▸ WHAT YOU ARE ASKED TO DO: Throughout the listing below, show every line in which "into" occurs.
================
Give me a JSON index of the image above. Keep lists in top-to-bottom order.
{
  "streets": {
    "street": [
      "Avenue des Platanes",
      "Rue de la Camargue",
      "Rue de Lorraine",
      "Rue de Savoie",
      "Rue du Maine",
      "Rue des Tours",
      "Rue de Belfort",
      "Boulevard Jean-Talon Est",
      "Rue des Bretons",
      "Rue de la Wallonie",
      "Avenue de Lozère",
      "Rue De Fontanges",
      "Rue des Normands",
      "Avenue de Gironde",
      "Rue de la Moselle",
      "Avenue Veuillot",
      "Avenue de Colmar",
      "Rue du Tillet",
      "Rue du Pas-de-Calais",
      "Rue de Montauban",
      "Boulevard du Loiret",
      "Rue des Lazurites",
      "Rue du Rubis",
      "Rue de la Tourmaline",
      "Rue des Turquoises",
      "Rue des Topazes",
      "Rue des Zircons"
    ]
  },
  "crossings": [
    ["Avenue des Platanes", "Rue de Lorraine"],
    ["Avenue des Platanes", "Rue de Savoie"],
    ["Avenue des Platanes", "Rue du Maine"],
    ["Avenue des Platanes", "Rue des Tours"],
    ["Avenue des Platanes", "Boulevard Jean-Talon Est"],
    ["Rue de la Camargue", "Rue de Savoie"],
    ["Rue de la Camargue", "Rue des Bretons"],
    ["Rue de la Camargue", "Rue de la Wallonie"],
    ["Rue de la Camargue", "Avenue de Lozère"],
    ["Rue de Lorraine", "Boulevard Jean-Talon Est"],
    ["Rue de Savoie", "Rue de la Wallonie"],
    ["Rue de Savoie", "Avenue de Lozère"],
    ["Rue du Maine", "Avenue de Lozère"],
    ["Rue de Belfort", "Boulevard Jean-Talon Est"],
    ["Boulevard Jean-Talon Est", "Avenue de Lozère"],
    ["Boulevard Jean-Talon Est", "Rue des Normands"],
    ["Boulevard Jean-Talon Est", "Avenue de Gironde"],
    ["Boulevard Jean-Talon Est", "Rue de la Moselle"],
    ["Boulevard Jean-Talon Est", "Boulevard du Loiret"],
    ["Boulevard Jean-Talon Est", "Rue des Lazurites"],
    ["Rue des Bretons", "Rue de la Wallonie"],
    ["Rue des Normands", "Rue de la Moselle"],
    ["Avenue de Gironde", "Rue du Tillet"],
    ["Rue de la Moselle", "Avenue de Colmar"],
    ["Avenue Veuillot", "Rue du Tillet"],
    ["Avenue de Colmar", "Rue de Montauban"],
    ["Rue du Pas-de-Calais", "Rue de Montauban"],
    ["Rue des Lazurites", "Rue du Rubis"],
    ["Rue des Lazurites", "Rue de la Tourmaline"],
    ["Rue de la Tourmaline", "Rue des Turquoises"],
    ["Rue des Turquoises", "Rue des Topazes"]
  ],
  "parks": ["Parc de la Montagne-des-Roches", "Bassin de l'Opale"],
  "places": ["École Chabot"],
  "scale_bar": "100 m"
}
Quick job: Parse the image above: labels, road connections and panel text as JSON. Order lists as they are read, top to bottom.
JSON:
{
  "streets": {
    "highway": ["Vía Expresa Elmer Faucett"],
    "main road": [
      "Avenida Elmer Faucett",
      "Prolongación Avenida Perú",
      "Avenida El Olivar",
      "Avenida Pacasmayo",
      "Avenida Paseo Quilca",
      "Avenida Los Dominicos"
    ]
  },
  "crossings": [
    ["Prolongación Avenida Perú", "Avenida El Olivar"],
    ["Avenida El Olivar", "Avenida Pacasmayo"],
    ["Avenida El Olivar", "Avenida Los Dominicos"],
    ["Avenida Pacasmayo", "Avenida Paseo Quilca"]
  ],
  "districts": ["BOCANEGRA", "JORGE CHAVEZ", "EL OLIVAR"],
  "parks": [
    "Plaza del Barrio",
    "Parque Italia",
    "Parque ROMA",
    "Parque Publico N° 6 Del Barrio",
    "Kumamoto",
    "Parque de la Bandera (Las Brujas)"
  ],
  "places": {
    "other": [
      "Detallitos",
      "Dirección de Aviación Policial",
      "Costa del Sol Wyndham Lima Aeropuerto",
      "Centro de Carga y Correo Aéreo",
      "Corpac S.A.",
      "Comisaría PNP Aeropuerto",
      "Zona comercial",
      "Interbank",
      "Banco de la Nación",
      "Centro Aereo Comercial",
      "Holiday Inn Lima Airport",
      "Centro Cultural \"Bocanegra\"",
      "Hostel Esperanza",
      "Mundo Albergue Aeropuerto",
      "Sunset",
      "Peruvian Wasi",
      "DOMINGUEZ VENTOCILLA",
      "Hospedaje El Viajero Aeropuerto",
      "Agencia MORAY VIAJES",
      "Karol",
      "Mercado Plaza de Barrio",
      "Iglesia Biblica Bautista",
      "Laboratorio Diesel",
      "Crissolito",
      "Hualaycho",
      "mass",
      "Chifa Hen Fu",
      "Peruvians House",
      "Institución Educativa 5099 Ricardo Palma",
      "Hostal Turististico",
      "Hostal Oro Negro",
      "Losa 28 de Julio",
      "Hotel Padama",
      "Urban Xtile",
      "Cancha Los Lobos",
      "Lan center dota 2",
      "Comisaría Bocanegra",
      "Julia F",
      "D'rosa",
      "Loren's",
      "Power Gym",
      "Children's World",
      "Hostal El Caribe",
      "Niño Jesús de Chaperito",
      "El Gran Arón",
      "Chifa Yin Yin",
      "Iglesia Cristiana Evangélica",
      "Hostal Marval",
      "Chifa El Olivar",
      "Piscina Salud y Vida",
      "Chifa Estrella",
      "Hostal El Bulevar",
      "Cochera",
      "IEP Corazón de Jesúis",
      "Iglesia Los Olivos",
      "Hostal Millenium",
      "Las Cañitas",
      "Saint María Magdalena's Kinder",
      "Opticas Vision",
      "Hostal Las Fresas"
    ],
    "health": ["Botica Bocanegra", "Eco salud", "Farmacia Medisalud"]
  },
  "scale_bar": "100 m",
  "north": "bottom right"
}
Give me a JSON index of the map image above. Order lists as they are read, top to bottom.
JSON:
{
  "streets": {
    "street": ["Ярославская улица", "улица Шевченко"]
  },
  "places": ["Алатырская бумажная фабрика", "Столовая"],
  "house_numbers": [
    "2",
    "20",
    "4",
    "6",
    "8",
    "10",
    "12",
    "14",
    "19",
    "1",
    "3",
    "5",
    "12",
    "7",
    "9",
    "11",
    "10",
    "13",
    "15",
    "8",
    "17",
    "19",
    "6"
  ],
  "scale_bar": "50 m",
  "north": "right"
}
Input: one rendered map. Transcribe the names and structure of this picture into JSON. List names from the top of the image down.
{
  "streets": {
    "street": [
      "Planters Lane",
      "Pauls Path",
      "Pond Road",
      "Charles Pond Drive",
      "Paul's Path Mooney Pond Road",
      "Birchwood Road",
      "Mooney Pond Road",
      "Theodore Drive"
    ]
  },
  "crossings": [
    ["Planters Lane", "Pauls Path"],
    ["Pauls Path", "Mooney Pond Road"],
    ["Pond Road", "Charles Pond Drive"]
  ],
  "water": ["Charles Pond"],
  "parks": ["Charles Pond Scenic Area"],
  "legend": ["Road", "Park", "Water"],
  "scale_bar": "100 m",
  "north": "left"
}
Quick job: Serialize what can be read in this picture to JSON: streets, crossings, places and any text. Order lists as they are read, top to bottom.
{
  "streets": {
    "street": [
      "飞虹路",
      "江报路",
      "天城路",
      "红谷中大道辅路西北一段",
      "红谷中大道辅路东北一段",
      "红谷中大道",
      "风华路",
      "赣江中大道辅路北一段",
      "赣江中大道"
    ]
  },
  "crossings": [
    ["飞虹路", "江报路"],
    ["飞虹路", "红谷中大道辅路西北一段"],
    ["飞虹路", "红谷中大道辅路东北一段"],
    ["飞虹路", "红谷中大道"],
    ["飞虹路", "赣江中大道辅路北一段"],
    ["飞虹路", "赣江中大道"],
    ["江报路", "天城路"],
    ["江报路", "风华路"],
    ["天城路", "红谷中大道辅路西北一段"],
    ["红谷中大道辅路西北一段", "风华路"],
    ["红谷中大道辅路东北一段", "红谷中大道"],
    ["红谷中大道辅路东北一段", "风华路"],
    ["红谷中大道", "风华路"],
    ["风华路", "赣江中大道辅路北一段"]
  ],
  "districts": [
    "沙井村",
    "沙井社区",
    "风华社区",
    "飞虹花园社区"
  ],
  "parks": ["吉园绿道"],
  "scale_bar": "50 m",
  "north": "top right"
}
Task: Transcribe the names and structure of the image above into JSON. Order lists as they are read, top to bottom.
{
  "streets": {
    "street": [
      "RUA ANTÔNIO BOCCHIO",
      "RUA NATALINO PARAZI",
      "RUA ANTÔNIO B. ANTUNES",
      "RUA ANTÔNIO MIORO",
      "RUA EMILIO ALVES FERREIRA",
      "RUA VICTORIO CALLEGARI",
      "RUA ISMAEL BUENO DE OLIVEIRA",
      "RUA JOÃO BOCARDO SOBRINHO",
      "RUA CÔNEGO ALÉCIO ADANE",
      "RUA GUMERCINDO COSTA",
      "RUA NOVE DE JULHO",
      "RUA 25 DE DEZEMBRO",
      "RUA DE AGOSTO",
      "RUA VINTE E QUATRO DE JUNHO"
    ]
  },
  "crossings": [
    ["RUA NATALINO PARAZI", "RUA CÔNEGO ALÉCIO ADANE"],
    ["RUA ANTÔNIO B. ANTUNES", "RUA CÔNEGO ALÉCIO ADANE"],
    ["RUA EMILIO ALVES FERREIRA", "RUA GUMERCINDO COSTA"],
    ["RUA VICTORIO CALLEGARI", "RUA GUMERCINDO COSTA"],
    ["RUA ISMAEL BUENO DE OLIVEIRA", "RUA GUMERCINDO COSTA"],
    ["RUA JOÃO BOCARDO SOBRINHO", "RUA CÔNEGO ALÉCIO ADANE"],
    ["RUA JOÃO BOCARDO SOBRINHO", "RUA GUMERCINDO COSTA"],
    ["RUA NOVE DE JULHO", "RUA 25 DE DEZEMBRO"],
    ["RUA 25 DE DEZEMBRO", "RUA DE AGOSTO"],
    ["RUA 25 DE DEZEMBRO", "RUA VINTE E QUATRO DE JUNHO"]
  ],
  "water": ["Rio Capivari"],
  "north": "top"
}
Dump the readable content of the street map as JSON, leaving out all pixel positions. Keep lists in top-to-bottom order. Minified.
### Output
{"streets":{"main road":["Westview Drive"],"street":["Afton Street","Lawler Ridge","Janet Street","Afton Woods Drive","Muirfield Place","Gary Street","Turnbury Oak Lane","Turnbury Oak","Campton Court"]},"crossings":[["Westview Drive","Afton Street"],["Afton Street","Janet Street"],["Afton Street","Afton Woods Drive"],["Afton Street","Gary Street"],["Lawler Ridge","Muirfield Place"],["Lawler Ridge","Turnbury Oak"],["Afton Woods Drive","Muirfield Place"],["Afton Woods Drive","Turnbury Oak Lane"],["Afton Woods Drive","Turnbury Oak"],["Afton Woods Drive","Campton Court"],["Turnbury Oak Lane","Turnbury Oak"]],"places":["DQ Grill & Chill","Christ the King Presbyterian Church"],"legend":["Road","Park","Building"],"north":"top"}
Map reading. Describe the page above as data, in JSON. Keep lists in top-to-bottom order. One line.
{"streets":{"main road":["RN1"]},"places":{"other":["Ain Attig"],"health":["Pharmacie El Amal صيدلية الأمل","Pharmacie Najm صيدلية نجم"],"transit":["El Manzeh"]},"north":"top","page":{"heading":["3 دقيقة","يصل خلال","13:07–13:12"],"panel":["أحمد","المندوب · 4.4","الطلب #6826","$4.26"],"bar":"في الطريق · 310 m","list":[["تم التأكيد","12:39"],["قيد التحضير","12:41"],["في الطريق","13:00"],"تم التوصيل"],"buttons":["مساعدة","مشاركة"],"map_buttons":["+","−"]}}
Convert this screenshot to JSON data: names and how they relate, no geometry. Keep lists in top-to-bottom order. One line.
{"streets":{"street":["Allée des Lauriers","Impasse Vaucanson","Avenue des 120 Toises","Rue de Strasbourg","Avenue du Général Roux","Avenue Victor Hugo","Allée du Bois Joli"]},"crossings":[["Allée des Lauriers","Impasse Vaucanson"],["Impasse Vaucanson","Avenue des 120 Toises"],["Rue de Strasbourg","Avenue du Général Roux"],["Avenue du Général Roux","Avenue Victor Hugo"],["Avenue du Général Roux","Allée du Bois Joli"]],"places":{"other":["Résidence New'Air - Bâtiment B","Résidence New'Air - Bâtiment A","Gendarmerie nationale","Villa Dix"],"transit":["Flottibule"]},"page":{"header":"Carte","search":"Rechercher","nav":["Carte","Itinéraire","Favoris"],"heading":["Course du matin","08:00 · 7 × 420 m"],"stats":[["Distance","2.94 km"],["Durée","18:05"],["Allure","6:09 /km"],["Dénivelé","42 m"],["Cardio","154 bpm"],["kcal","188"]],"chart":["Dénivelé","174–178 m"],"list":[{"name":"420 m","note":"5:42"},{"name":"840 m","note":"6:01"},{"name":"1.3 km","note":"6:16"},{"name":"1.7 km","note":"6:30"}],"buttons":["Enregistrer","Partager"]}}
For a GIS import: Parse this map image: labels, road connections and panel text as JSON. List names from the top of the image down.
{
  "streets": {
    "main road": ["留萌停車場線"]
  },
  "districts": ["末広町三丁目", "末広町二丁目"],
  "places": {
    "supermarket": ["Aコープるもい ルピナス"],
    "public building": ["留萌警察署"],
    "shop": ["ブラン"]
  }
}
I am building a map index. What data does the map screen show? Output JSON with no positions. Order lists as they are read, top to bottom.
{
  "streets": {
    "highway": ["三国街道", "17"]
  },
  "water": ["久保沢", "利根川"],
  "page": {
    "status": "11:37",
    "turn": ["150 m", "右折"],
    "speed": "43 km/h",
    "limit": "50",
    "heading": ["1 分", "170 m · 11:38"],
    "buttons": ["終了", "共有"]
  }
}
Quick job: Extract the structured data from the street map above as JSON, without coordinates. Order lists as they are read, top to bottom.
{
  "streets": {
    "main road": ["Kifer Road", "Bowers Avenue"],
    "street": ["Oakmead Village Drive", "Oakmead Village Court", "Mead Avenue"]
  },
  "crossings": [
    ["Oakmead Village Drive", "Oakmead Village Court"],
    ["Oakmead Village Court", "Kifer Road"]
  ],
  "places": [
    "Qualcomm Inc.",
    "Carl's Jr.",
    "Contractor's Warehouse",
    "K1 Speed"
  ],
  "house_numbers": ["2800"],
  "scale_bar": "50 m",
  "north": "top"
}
================
▸ EXPECTED OUTPUT:
Input: one rendered map. Transcribe the names and structure of this picture into JSON. List names from the top of the image down.
Task: Transcribe the names and structure of the image above into JSON. Order lists as they are read, top to bottom.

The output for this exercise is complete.